What to do -> Pull out every line below that contains the word "Scuola".

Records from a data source

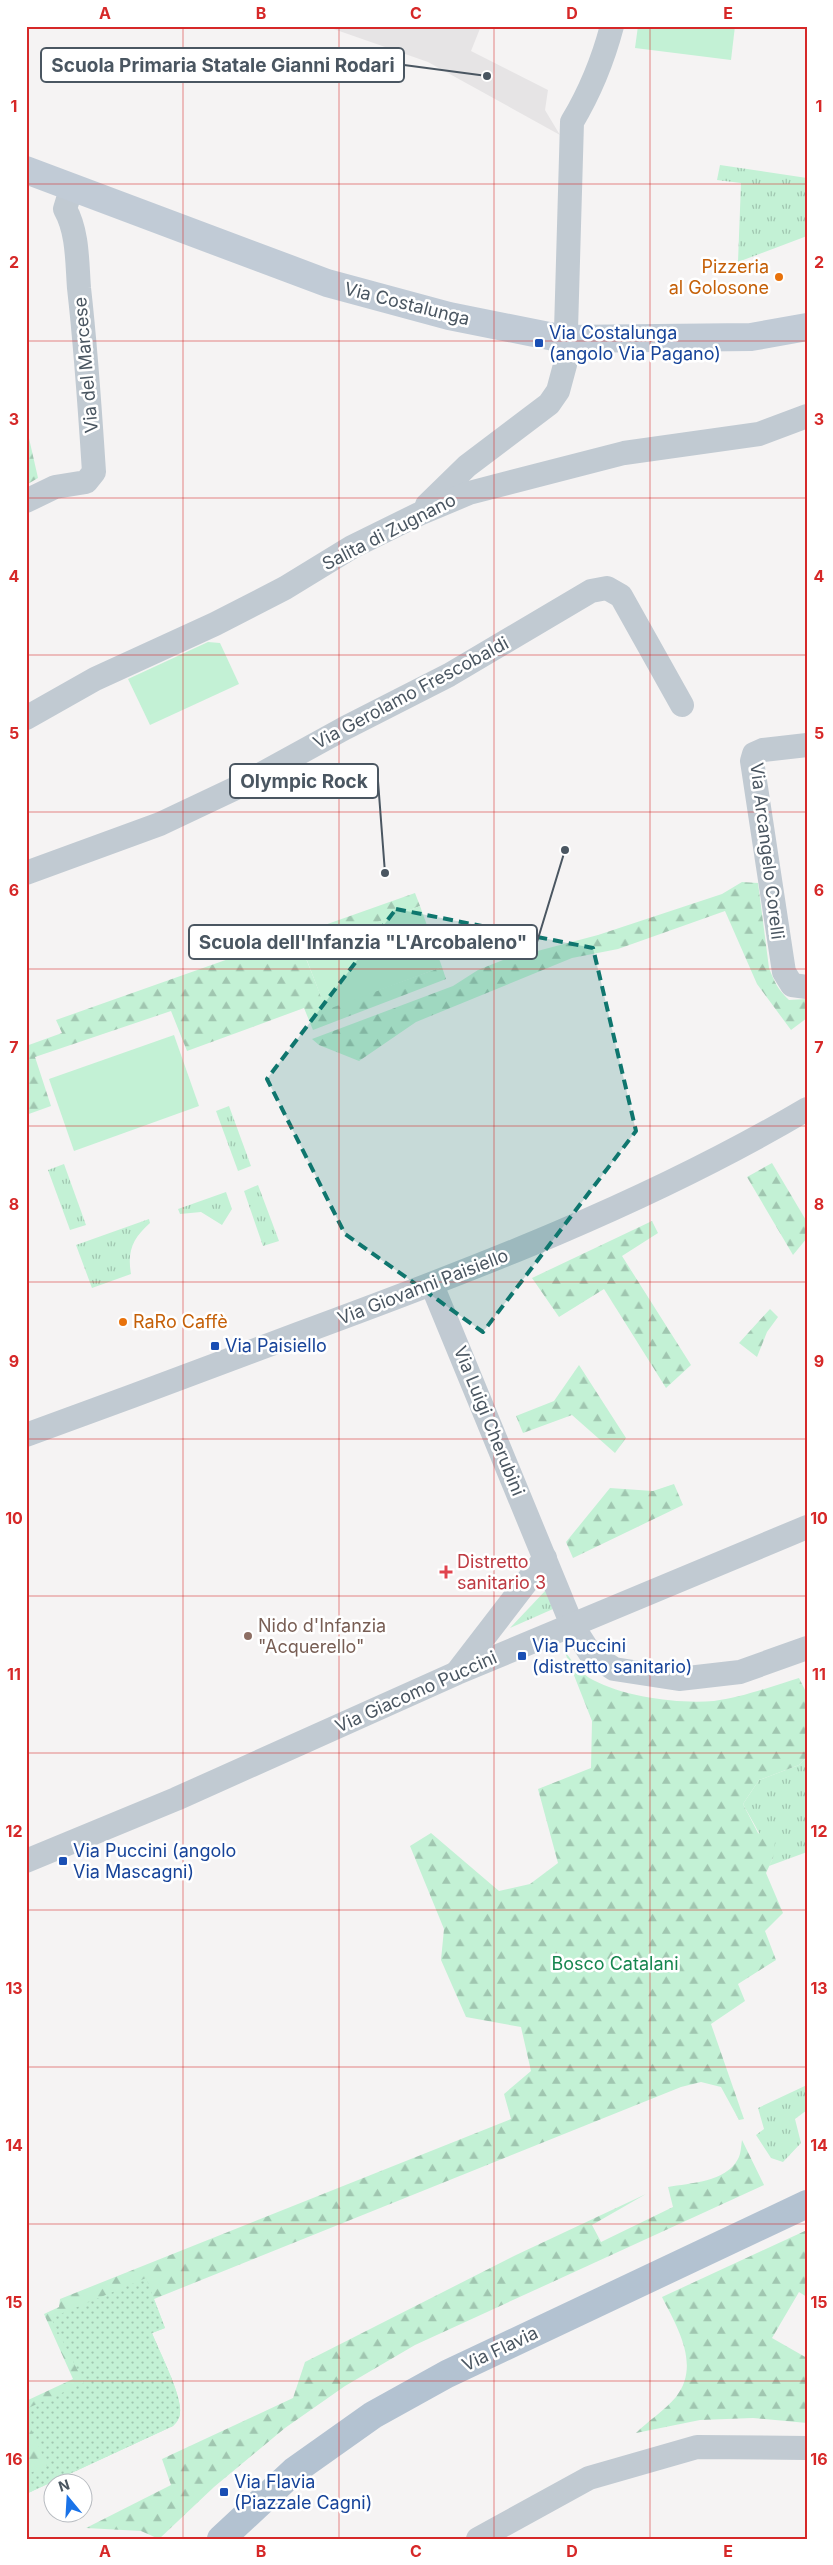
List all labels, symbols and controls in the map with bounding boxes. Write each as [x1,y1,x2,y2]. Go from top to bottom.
text: A [99,3,111,23]
text: B [256,3,266,23]
text: C [410,3,422,23]
text: D [566,3,578,23]
text: E [723,3,733,23]
callout: Scuola Primaria Statale Gianni Rodari [41,48,404,82]
text: Scuola Primaria Statale Gianni Rodari [51,54,395,77]
text: 1 [11,96,17,116]
text: 1 [816,96,822,116]
text: 2 [9,252,19,272]
text: 2 [814,252,824,272]
place label: Pizzeria al Golosone [669,256,769,298]
marker: Pizzeria al Golosone [773,271,785,283]
street label: Via Costalunga [342,278,472,329]
street label: Via del Marcese [69,296,102,434]
place label: Via Costalunga (angolo Via Pagano) [549,322,721,364]
marker: Via Costalunga (angolo Via Pagano) [533,337,545,349]
text: 3 [9,409,19,429]
text: 3 [814,409,824,429]
street label: Salita di Zugnano [318,489,459,574]
text: 4 [9,566,20,586]
text: 4 [814,566,825,586]
street label: Via Gerolamo Frescobaldi [310,632,512,753]
text: 5 [9,723,19,743]
text: 5 [814,723,824,743]
street label: Via Arcangelo Corelli [746,761,789,940]
callout: Olympic Rock [230,764,378,798]
text: Olympic Rock [240,770,368,793]
text: 6 [9,880,19,900]
text: 6 [814,880,824,900]
callout: Scuola dell'Infanzia "L'Arcobaleno" [189,925,537,959]
text: Scuola dell'Infanzia "L'Arcobaleno" [199,931,527,954]
text: 7 [9,1037,19,1057]
text: 7 [814,1037,824,1057]
text: 8 [9,1194,19,1214]
text: 8 [814,1194,824,1214]
street label: Via Giovanni Paisiello [335,1244,511,1329]
place label: RaRo Caffè [133,1311,228,1332]
marker: RaRo Caffè [117,1316,129,1328]
place label: Via Paisiello [225,1335,327,1356]
marker: Via Paisiello [209,1340,221,1352]
street label: Via Luigi Cherubini [450,1343,529,1499]
text: 9 [9,1351,19,1371]
text: 9 [814,1351,824,1371]
text: 10 [5,1508,23,1528]
text: 10 [810,1508,828,1528]
place label: Distretto sanitario 3 [457,1551,546,1593]
marker: Distretto sanitario 3 [439,1565,453,1579]
place label: Nido d'Infanzia "Acquerello" [258,1615,386,1657]
marker: Nido d'Infanzia "Acquerello" [242,1630,254,1642]
place label: Via Puccini (distretto sanitario) [532,1635,692,1677]
street label: Via Giacomo Puccini [332,1646,500,1737]
marker: Via Puccini (distretto sanitario) [516,1650,528,1662]
text: 11 [7,1664,21,1684]
text: 11 [812,1664,826,1684]
text: 12 [6,1821,22,1841]
text: 12 [811,1821,827,1841]
place label: Via Puccini (angolo Via Mascagni) [73,1840,236,1882]
marker: Via Puccini (angolo Via Mascagni) [57,1855,69,1867]
park label: Bosco Catalani [551,1953,679,1974]
text: 13 [5,1978,23,1998]
text: 13 [810,1978,828,1998]
text: 14 [5,2135,23,2155]
text: 14 [810,2135,828,2155]
text: 15 [5,2292,23,2312]
text: 15 [810,2292,828,2312]
street label: Via Flavia [458,2322,541,2375]
text: 16 [5,2449,23,2469]
text: 16 [810,2449,828,2469]
place label: Via Flavia (Piazzale Cagni) [234,2471,372,2513]
north arrow [42,2472,92,2522]
text: N [56,2475,72,2495]
marker: Via Flavia (Piazzale Cagni) [218,2486,230,2498]
text: A [99,2541,111,2561]
text: B [256,2541,266,2561]
text: C [410,2541,422,2561]
text: D [566,2541,578,2561]
text: E [723,2541,733,2561]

Finished exercise ->
callout: Scuola Primaria Statale Gianni Rodari [41,48,404,82]
text: Scuola Primaria Statale Gianni Rodari [51,54,395,77]
callout: Scuola dell'Infanzia "L'Arcobaleno" [189,925,537,959]
text: Scuola dell'Infanzia "L'Arcobaleno" [199,931,527,954]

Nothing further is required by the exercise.